• **Exercise prompt**
Skip the images and restate every line of the records exactly.
*** Data provided ***
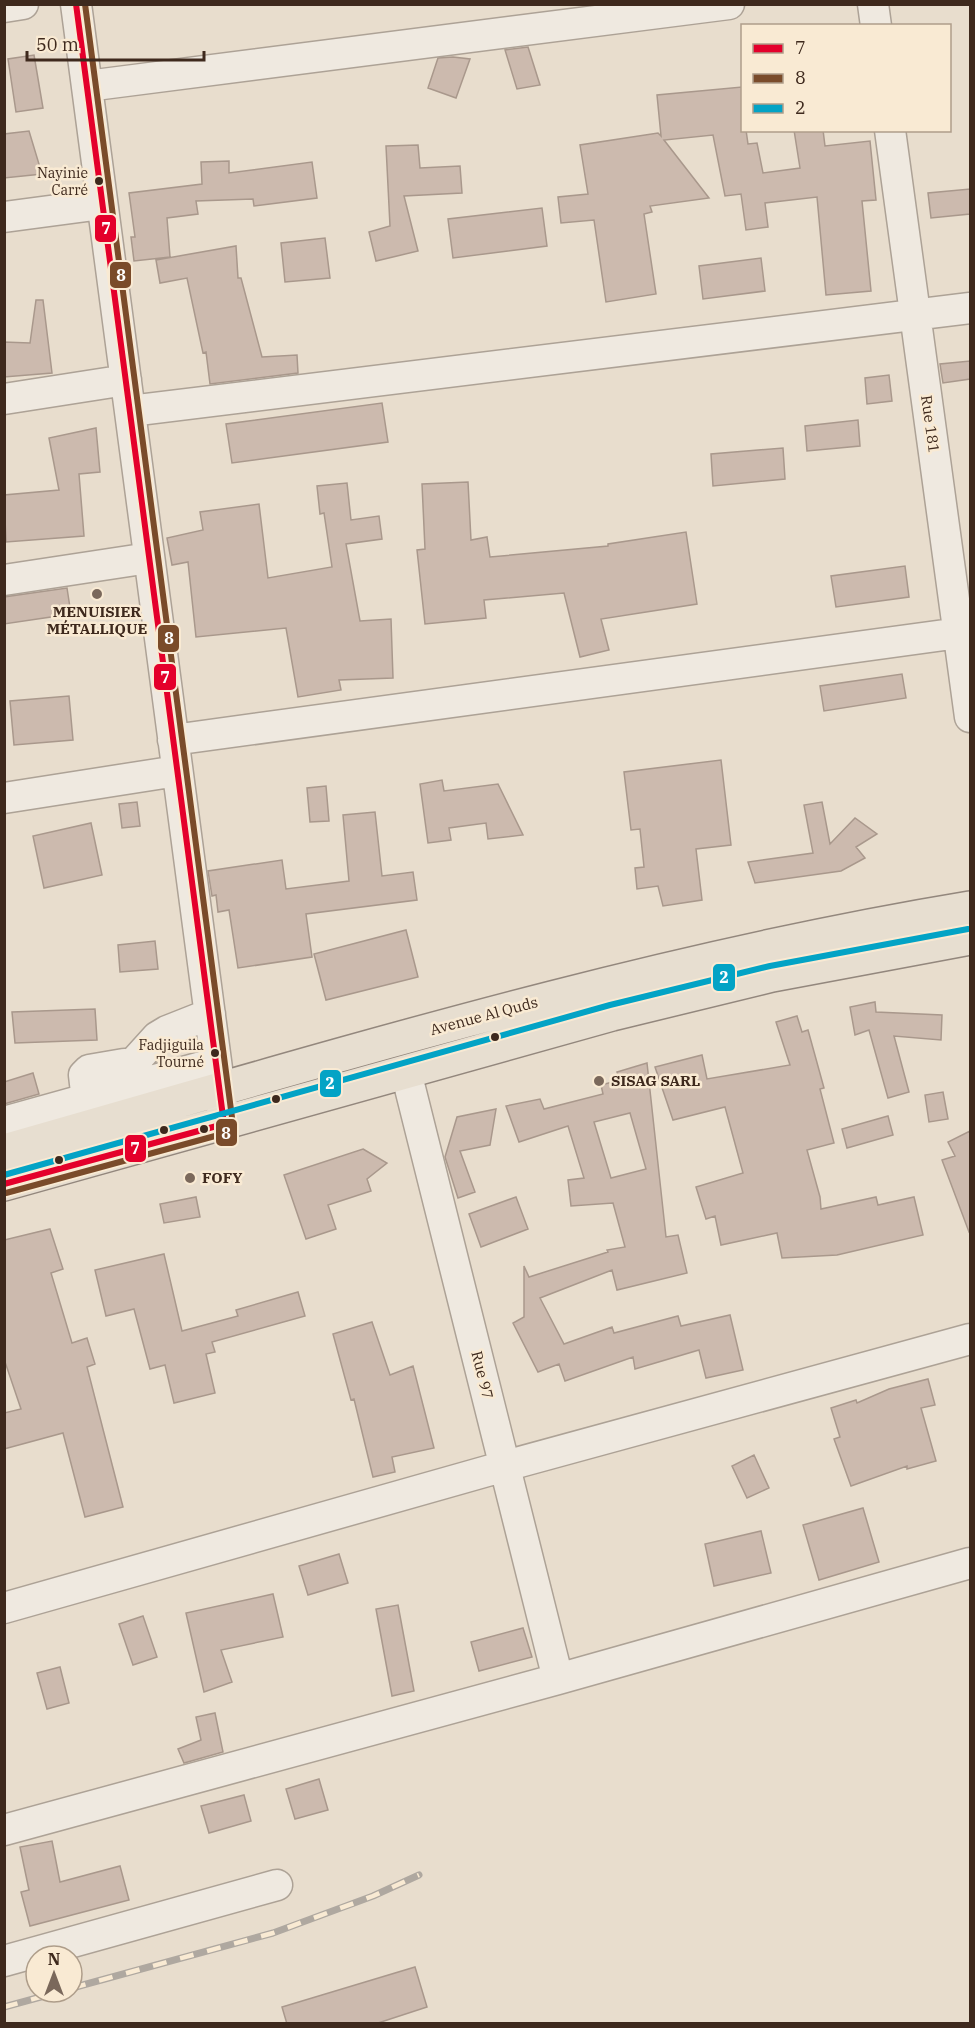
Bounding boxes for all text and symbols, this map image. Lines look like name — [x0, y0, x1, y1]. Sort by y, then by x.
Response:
scale bar — [27, 24, 204, 62]
legend — [741, 24, 951, 132]
text: 50 m — [36, 33, 79, 56]
text: 7 — [795, 36, 806, 59]
text: 8 — [795, 66, 806, 89]
text: 2 — [795, 96, 806, 119]
place label: Nayinie Carré — [37, 164, 88, 199]
marker: Nayinie Carré — [93, 175, 105, 187]
line badge: 7 — [94, 214, 117, 243]
text: 7 — [101, 218, 111, 238]
line badge: 8 — [109, 261, 132, 289]
text: 8 — [116, 265, 126, 285]
street label: Rue 181 — [917, 394, 944, 454]
marker: MENUISIER MÉTALLIQUE — [90, 587, 104, 601]
place label: MENUISIER MÉTALLIQUE — [47, 602, 147, 638]
line badge: 8 — [157, 624, 180, 653]
text: 8 — [164, 628, 174, 648]
line badge: 7 — [153, 663, 177, 691]
text: 7 — [160, 667, 170, 687]
line badge: 2 — [712, 963, 736, 992]
text: 2 — [719, 967, 729, 987]
street label: Avenue Al Quds — [428, 992, 540, 1039]
unlabelled marker — [489, 1031, 501, 1043]
place label: Fadjiguila Tourné — [138, 1036, 204, 1071]
marker: Fadjiguila Tourné — [209, 1047, 221, 1059]
line badge: 2 — [319, 1069, 342, 1098]
place label: SISAG SARL — [611, 1071, 700, 1090]
text: 2 — [325, 1073, 335, 1093]
marker: SISAG SARL — [592, 1074, 606, 1088]
unlabelled marker — [270, 1093, 282, 1105]
line badge: 8 — [215, 1118, 238, 1147]
unlabelled marker — [198, 1123, 210, 1135]
text: 8 — [221, 1123, 231, 1143]
unlabelled marker — [158, 1124, 170, 1136]
line badge: 7 — [124, 1134, 147, 1163]
text: 7 — [130, 1138, 140, 1158]
unlabelled marker — [53, 1154, 65, 1166]
place label: FOFY — [202, 1168, 243, 1187]
marker: FOFY — [183, 1171, 197, 1185]
street label: Rue 97 — [467, 1349, 498, 1401]
north arrow — [24, 1944, 84, 2004]
text: N — [48, 1949, 60, 1969]

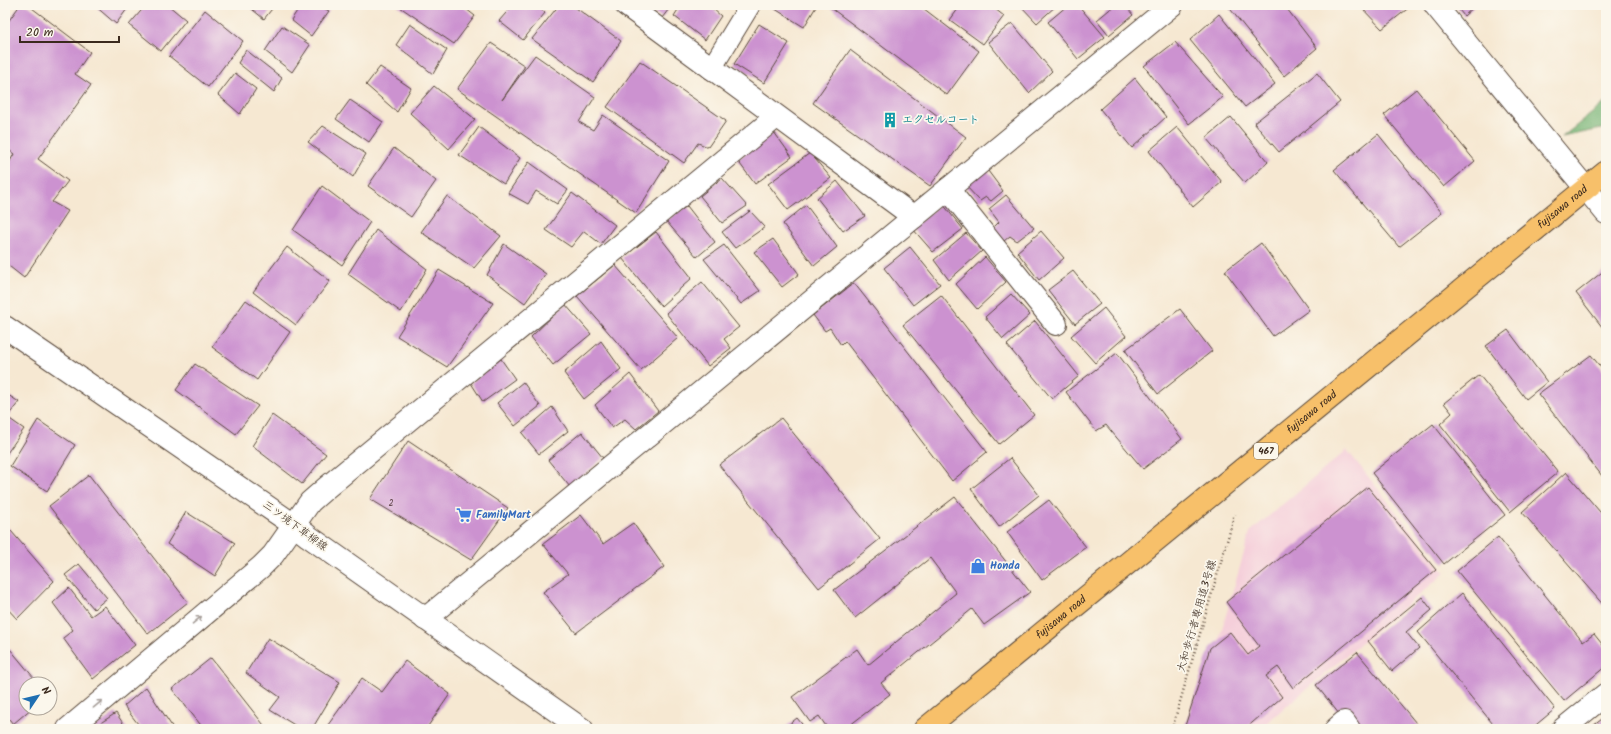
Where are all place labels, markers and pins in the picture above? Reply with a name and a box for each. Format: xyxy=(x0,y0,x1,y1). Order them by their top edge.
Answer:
building icon: エクセルコート xyxy=(881,111,899,129)
place label: エクセルコート xyxy=(902,111,979,129)
supermarket icon: FamilyMart xyxy=(455,506,473,524)
place label: FamilyMart xyxy=(476,506,532,524)
shop icon: Honda xyxy=(969,557,987,575)
place label: Honda xyxy=(990,557,1020,575)

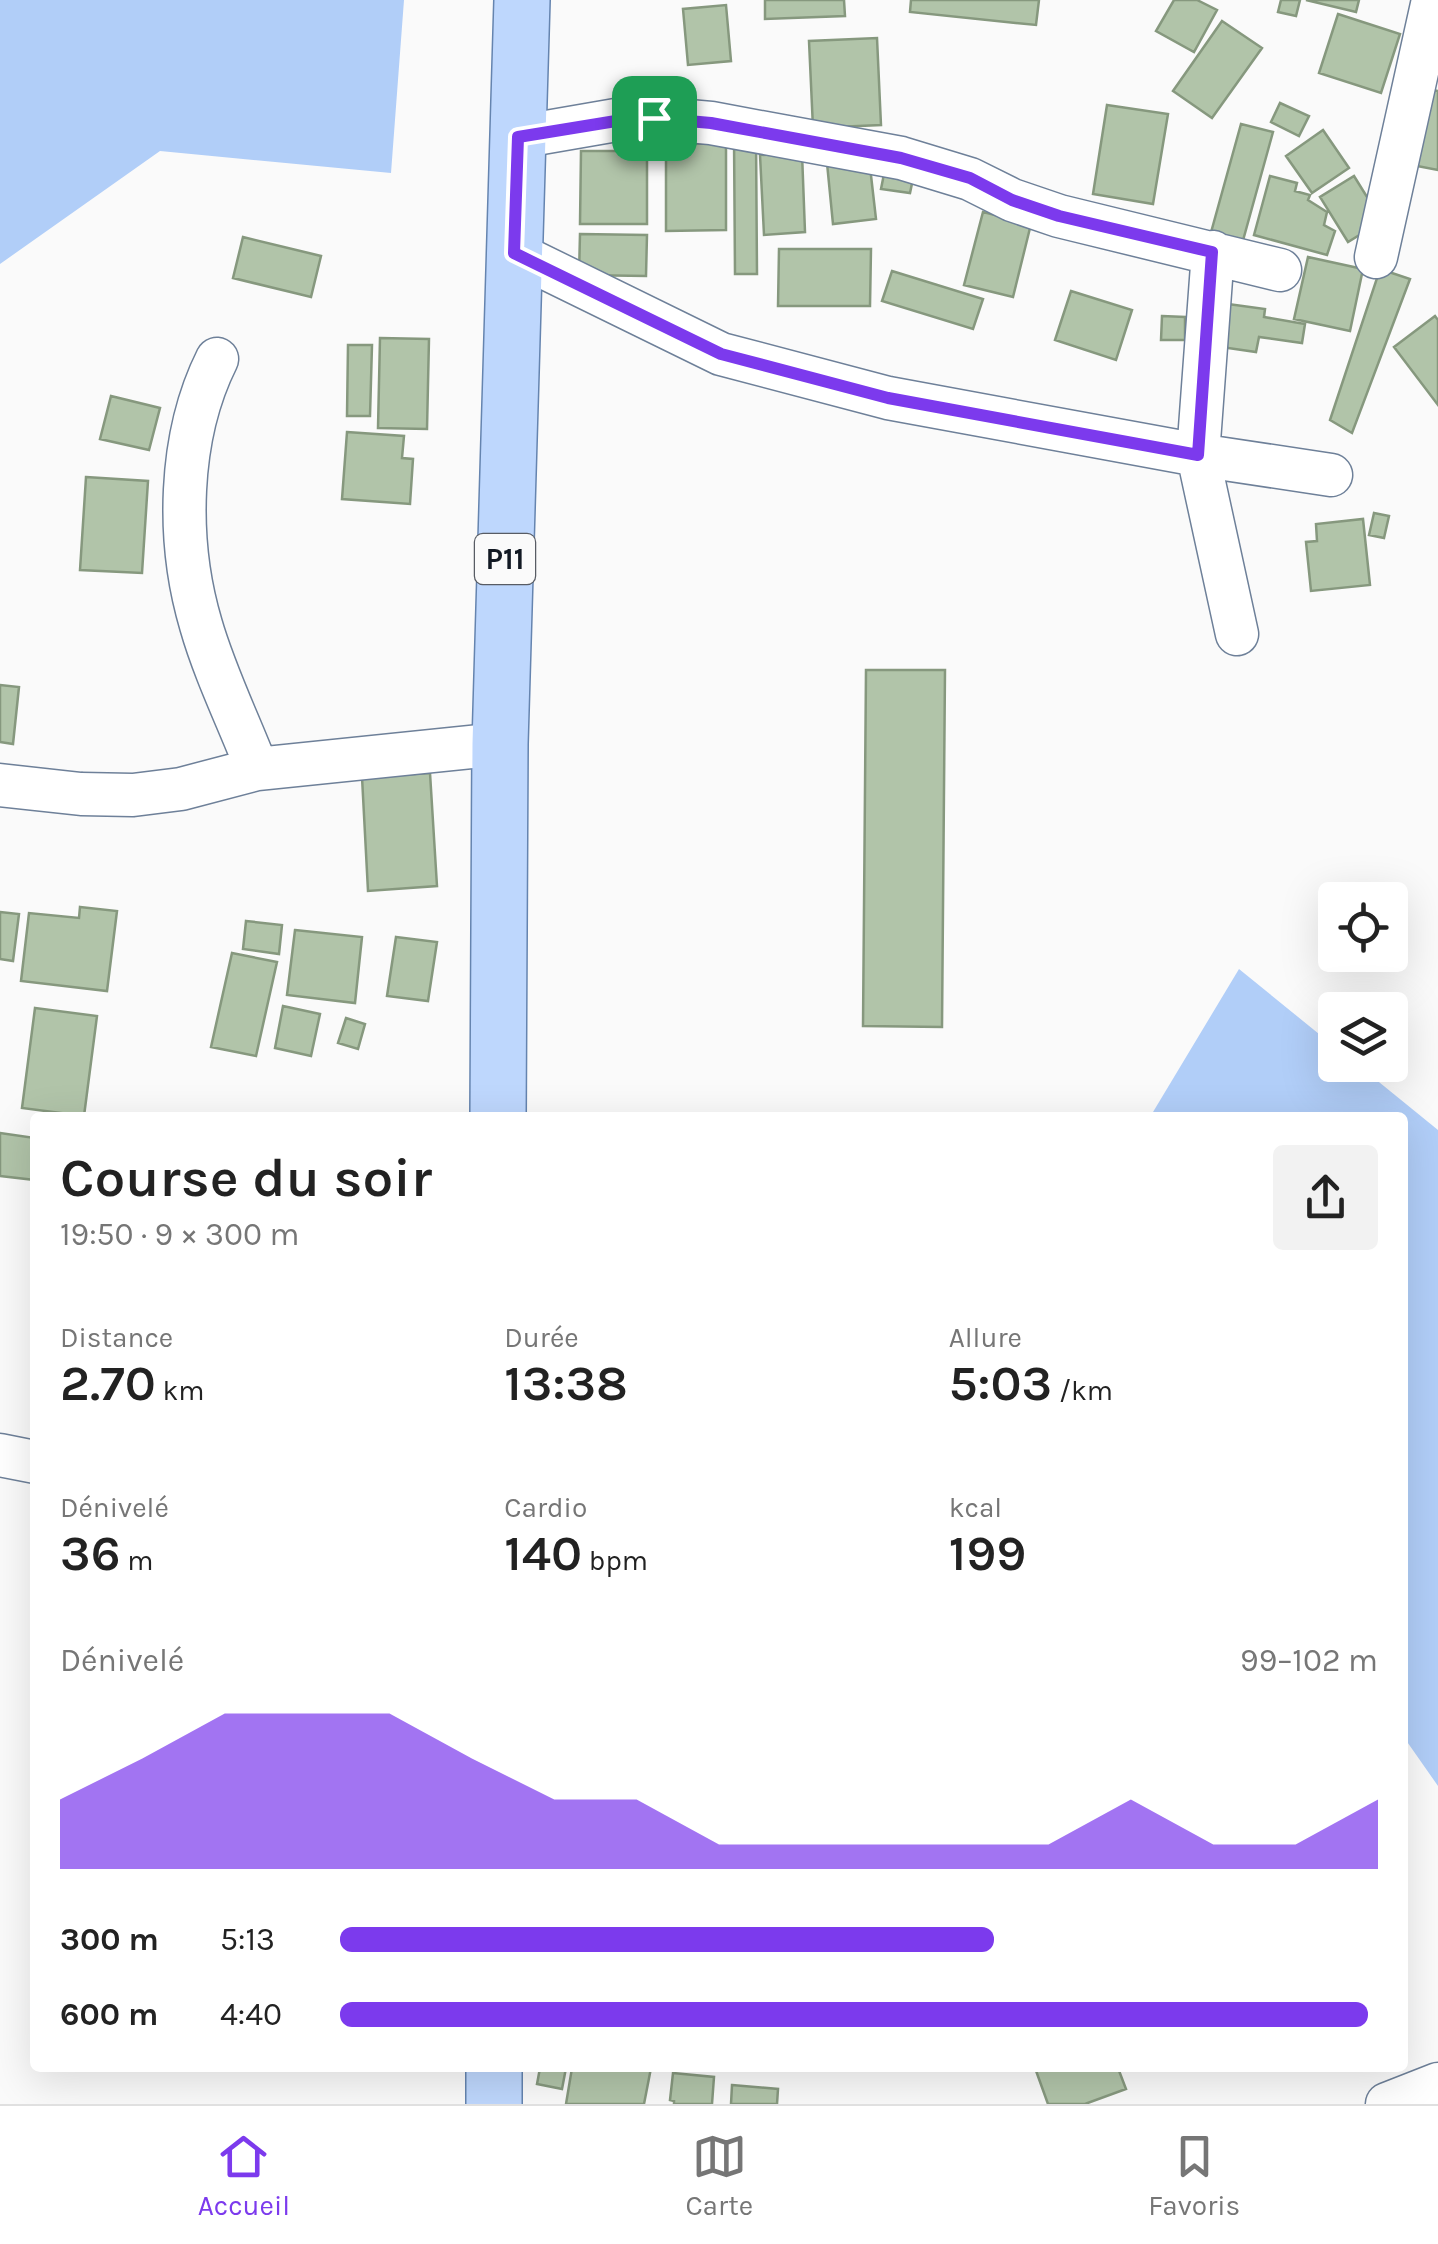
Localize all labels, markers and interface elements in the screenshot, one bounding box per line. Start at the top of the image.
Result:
pin [612,76,697,161]
icon: arrive [627,91,682,146]
road number: P11 [475,534,535,584]
map controls [1318,882,1408,1082]
button: locate [1318,882,1408,972]
button: layers [1318,992,1408,1082]
button: share [1273,1145,1378,1250]
text: Course du soir [60,1146,432,1210]
text: 19:50 · 9 × 300 m [60,1216,299,1253]
text: Distance [60,1321,173,1354]
text: Durée [504,1321,579,1354]
text: Allure [949,1321,1022,1354]
text: 2.70 [60,1354,156,1413]
text: 13:38 [504,1354,628,1413]
text: 5:03 [949,1354,1052,1413]
text: km [156,1374,204,1407]
text: /km [1052,1374,1113,1407]
text: Dénivelé [60,1491,169,1524]
text: Cardio [504,1491,587,1524]
text: kcal [949,1491,1002,1524]
text: 36 [60,1524,121,1583]
text: 140 [504,1524,582,1583]
text: 199 [949,1524,1026,1583]
text: m [121,1544,153,1577]
text: bpm [582,1544,648,1577]
text: Dénivelé [60,1642,184,1679]
text: 99–102 m [1240,1642,1378,1679]
text: 300 m [60,1921,159,1958]
text: 5:13 [220,1921,275,1958]
text: 600 m [60,1996,158,2033]
text: 4:40 [220,1996,282,2033]
tab: Accueil [198,2129,290,2222]
tab: Carte [685,2129,753,2222]
tab: Favoris [1148,2129,1240,2222]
*** End of Data provided ***
• **Problem solution**
Bounding boxes for all text and symbols, this map image. Lines look like name — [x0, y0, x1, y1]. Sort by y, then by x.
Response:
scale bar — [27, 24, 204, 62]
legend — [741, 24, 951, 132]
text: 50 m — [36, 33, 79, 56]
text: 7 — [795, 36, 806, 59]
text: 8 — [795, 66, 806, 89]
text: 2 — [795, 96, 806, 119]
place label: Nayinie Carré — [37, 164, 88, 199]
marker: Nayinie Carré — [93, 175, 105, 187]
line badge: 7 — [94, 214, 117, 243]
text: 7 — [101, 218, 111, 238]
line badge: 8 — [109, 261, 132, 289]
text: 8 — [116, 265, 126, 285]
street label: Rue 181 — [917, 394, 944, 454]
marker: MENUISIER MÉTALLIQUE — [90, 587, 104, 601]
place label: MENUISIER MÉTALLIQUE — [47, 602, 147, 638]
line badge: 8 — [157, 624, 180, 653]
text: 8 — [164, 628, 174, 648]
line badge: 7 — [153, 663, 177, 691]
text: 7 — [160, 667, 170, 687]
line badge: 2 — [712, 963, 736, 992]
text: 2 — [719, 967, 729, 987]
street label: Avenue Al Quds — [428, 992, 540, 1039]
unlabelled marker — [489, 1031, 501, 1043]
place label: Fadjiguila Tourné — [138, 1036, 204, 1071]
marker: Fadjiguila Tourné — [209, 1047, 221, 1059]
line badge: 2 — [319, 1069, 342, 1098]
place label: SISAG SARL — [611, 1071, 700, 1090]
text: 2 — [325, 1073, 335, 1093]
marker: SISAG SARL — [592, 1074, 606, 1088]
unlabelled marker — [270, 1093, 282, 1105]
line badge: 8 — [215, 1118, 238, 1147]
unlabelled marker — [198, 1123, 210, 1135]
text: 8 — [221, 1123, 231, 1143]
unlabelled marker — [158, 1124, 170, 1136]
line badge: 7 — [124, 1134, 147, 1163]
text: 7 — [130, 1138, 140, 1158]
unlabelled marker — [53, 1154, 65, 1166]
place label: FOFY — [202, 1168, 243, 1187]
marker: FOFY — [183, 1171, 197, 1185]
street label: Rue 97 — [467, 1349, 498, 1401]
north arrow — [24, 1944, 84, 2004]
text: N — [48, 1949, 60, 1969]

Where are all place labels, markers and pins in the picture above? Reply with a name and a box for each. Format: xyxy=(x0,y0,x1,y1). Order them by their top edge.
Answer:
building icon: エクセルコート xyxy=(881,111,899,129)
place label: エクセルコート xyxy=(902,111,979,129)
supermarket icon: FamilyMart xyxy=(455,506,473,524)
place label: FamilyMart xyxy=(476,506,532,524)
shop icon: Honda xyxy=(969,557,987,575)
place label: Honda xyxy=(990,557,1020,575)

Localize all labels, markers and interface elements in the screenshot, one bounding box per line. Start at the top of the image.
Result:
pin [612,76,697,161]
icon: arrive [627,91,682,146]
road number: P11 [475,534,535,584]
map controls [1318,882,1408,1082]
button: locate [1318,882,1408,972]
button: layers [1318,992,1408,1082]
button: share [1273,1145,1378,1250]
text: Course du soir [60,1146,432,1210]
text: 19:50 · 9 × 300 m [60,1216,299,1253]
text: Distance [60,1321,173,1354]
text: Durée [504,1321,579,1354]
text: Allure [949,1321,1022,1354]
text: 2.70 [60,1354,156,1413]
text: 13:38 [504,1354,628,1413]
text: 5:03 [949,1354,1052,1413]
text: km [156,1374,204,1407]
text: /km [1052,1374,1113,1407]
text: Dénivelé [60,1491,169,1524]
text: Cardio [504,1491,587,1524]
text: kcal [949,1491,1002,1524]
text: 36 [60,1524,121,1583]
text: 140 [504,1524,582,1583]
text: 199 [949,1524,1026,1583]
text: m [121,1544,153,1577]
text: bpm [582,1544,648,1577]
text: Dénivelé [60,1642,184,1679]
text: 99–102 m [1240,1642,1378,1679]
text: 300 m [60,1921,159,1958]
text: 5:13 [220,1921,275,1958]
text: 600 m [60,1996,158,2033]
text: 4:40 [220,1996,282,2033]
tab: Accueil [198,2129,290,2222]
tab: Carte [685,2129,753,2222]
tab: Favoris [1148,2129,1240,2222]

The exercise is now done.